╭──

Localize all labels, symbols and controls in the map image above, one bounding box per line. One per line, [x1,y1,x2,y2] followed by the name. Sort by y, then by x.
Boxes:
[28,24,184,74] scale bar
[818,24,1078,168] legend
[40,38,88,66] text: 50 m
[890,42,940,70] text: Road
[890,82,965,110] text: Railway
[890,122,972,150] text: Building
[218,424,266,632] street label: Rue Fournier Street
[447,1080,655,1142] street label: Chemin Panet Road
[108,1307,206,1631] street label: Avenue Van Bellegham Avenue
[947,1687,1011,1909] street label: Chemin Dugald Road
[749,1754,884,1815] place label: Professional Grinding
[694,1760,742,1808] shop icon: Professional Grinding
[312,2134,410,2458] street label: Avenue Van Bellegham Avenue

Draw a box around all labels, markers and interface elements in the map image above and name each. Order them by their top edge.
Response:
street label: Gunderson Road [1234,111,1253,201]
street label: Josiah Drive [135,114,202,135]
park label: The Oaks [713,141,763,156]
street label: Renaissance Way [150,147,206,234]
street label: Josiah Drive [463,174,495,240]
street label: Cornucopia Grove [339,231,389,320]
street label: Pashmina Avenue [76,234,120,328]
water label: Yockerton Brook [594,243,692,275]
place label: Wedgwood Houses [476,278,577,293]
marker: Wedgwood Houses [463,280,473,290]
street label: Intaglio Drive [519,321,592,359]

╰──

Could you please reproduce each record exactly, leaving nothing out?

Localize all labels, symbols and controls in the map image above, one bounding box per line. One per line, [x1,y1,x2,y2] followed by the name. Sort by y, then by x.
Boxes:
[28,24,184,74] scale bar
[818,24,1078,168] legend
[40,38,88,66] text: 50 m
[890,42,940,70] text: Road
[890,82,965,110] text: Railway
[890,122,972,150] text: Building
[218,424,266,632] street label: Rue Fournier Street
[447,1080,655,1142] street label: Chemin Panet Road
[108,1307,206,1631] street label: Avenue Van Bellegham Avenue
[947,1687,1011,1909] street label: Chemin Dugald Road
[749,1754,884,1815] place label: Professional Grinding
[694,1760,742,1808] shop icon: Professional Grinding
[312,2134,410,2458] street label: Avenue Van Bellegham Avenue

Draw a box around all labels, markers and interface elements in the map image above and name each. Order them by their top edge.
Response:
street label: Gunderson Road [1234,111,1253,201]
street label: Josiah Drive [135,114,202,135]
park label: The Oaks [713,141,763,156]
street label: Renaissance Way [150,147,206,234]
street label: Josiah Drive [463,174,495,240]
street label: Cornucopia Grove [339,231,389,320]
street label: Pashmina Avenue [76,234,120,328]
water label: Yockerton Brook [594,243,692,275]
place label: Wedgwood Houses [476,278,577,293]
marker: Wedgwood Houses [463,280,473,290]
street label: Intaglio Drive [519,321,592,359]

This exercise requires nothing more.